Un final feliz.

Planeaba viajar a Biloxi de nuevo, pero aun así me sentía realmente confundida. No sé si debo continuar investigando de esa forma, hay cosas que están mejor enterradas en algún lugar. Aunque por otra parte, creo que por algo se juntan todas estas evidencias, como si me insistirían a averiguar su significado. En lo personal me gusta hacer cosas exageradas y extravagantes, y esto entra en mi lista de cosas exageradas, así que definidamente lo haré. Lo único que estoy segura que no haré es avisarle a mi familia. Esto quiero hacerlo sola.

-Tía Rose- murmuró Renesmee en la habitación contigua- ¿por qué tía Alice es tan distraída?

No pude evitar reír y tampoco Rosalie.

-Es una muy buena pregunta- respondió Emmett con una carcajada.

Eso no me molestó pero supuse que algo debía haber para que mi sobrina diga eso.
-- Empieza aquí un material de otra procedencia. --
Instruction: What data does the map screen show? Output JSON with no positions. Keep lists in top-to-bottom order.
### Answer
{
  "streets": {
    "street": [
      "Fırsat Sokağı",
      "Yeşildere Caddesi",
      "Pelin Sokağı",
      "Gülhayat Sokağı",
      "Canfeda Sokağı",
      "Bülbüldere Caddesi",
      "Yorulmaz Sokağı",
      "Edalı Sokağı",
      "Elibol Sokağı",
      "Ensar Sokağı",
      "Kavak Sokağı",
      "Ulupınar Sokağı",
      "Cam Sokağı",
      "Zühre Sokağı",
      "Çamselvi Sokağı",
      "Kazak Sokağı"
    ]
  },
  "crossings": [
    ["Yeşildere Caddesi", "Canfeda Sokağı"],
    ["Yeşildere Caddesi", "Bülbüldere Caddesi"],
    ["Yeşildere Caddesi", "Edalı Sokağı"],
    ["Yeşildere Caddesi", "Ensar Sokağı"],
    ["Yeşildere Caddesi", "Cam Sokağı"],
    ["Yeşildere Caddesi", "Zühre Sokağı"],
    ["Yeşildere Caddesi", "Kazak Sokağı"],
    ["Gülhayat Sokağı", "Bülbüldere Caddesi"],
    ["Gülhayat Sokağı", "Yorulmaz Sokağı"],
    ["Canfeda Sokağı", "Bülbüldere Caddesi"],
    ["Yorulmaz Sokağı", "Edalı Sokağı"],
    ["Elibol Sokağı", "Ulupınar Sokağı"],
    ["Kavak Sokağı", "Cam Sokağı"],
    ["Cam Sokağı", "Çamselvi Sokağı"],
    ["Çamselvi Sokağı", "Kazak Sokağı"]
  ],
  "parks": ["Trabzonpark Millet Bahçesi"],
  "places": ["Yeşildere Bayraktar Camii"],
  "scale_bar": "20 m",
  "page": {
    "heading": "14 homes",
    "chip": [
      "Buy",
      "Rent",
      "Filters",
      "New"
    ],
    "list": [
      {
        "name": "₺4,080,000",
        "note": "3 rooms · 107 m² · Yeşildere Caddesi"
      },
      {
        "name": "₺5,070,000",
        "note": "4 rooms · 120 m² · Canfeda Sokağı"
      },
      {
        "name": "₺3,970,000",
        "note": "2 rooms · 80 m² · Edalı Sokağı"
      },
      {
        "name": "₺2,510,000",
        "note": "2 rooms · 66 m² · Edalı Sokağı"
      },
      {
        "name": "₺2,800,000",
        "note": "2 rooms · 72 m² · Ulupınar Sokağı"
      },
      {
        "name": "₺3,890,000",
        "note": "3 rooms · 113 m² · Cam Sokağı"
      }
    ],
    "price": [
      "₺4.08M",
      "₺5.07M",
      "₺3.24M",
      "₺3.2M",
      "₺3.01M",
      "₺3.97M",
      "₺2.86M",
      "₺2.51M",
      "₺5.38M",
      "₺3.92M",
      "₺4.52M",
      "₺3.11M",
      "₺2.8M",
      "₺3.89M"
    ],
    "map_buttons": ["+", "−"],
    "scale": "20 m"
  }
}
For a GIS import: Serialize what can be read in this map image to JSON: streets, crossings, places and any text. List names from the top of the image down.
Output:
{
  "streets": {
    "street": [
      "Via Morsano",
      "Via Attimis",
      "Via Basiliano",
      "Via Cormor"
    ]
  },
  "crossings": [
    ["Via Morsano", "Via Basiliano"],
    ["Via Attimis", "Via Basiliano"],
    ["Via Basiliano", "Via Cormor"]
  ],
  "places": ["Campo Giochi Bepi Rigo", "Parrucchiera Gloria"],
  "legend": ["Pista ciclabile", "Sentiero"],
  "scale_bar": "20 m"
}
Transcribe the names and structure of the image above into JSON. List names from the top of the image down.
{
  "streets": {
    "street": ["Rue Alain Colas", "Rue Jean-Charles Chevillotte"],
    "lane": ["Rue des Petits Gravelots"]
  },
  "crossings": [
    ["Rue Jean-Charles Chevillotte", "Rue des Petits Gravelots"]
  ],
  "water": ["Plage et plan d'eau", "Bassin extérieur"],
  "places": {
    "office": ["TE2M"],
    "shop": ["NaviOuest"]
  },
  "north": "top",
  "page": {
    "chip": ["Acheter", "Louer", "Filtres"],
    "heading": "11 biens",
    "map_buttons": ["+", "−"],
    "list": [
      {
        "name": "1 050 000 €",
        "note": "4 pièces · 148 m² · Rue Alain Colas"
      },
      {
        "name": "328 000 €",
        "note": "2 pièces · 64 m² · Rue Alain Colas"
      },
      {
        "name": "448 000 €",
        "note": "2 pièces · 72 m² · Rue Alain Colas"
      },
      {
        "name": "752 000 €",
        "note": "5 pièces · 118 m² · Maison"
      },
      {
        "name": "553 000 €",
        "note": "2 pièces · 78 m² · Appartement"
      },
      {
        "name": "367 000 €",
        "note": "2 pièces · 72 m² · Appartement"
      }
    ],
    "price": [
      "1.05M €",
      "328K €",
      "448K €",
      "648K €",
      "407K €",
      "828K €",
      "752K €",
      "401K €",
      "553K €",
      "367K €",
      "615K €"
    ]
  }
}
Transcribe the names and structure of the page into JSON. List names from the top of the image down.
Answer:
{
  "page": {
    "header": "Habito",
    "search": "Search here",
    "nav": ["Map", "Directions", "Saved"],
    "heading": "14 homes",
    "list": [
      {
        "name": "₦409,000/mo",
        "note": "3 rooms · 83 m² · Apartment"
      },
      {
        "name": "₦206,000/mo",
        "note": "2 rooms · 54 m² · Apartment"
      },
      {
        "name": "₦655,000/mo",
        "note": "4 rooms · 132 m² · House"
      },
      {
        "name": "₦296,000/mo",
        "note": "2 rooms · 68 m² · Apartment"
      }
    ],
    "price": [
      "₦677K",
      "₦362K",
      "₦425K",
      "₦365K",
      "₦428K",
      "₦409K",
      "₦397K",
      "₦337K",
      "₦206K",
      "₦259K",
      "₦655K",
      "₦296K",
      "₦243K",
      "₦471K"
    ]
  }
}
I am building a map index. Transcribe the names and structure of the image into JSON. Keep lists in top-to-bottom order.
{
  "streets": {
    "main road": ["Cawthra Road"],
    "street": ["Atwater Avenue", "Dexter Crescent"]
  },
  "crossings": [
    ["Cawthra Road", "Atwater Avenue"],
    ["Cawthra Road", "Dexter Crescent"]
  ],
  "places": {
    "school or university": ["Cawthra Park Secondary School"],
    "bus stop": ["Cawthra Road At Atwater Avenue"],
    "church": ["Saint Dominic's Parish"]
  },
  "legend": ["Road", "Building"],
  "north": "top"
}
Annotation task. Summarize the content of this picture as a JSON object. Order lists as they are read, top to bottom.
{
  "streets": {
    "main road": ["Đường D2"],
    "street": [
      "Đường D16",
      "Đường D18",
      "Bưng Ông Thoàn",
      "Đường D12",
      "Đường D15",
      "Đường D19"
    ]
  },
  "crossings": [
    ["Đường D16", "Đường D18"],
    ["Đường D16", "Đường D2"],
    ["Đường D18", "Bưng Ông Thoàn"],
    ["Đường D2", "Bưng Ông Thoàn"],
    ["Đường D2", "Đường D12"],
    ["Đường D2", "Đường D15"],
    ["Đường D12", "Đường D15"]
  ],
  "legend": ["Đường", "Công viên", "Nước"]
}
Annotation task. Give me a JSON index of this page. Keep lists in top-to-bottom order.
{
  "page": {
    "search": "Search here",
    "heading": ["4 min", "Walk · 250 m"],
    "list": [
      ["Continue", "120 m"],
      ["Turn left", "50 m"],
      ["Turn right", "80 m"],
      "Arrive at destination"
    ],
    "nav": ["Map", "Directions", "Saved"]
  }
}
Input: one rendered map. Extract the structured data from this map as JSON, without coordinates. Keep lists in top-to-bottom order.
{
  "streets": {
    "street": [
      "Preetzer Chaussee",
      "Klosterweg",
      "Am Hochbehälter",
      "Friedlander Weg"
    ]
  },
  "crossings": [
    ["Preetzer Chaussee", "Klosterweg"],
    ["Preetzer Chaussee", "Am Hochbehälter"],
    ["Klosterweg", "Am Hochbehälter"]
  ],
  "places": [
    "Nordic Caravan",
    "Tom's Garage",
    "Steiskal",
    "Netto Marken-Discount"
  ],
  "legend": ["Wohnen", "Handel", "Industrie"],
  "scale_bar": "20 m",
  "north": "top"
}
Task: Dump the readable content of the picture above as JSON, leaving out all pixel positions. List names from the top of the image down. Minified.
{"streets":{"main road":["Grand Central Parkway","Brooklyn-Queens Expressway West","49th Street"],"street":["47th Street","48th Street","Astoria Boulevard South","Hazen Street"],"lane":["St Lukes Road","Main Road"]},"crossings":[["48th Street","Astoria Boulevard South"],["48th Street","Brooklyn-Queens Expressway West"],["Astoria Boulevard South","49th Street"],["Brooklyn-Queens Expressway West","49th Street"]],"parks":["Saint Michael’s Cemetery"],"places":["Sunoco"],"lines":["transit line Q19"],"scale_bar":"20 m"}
Me levanté y miré fijamente a Rose mientras jugaba con la niña. Yo estoy segura que Rosalie es la tía favorita de Renesmee, Edward me lo ha dicho, pero aun así no me molesta porque Jasper es su tío favorito.

-¿En qué tanto piensas?-me preguntó Edward- ¿algo anda mal?

-No- respondí- es solo que siento que Nessie significa mucho para todos nosotros, pero más para Rosalie y Jasper.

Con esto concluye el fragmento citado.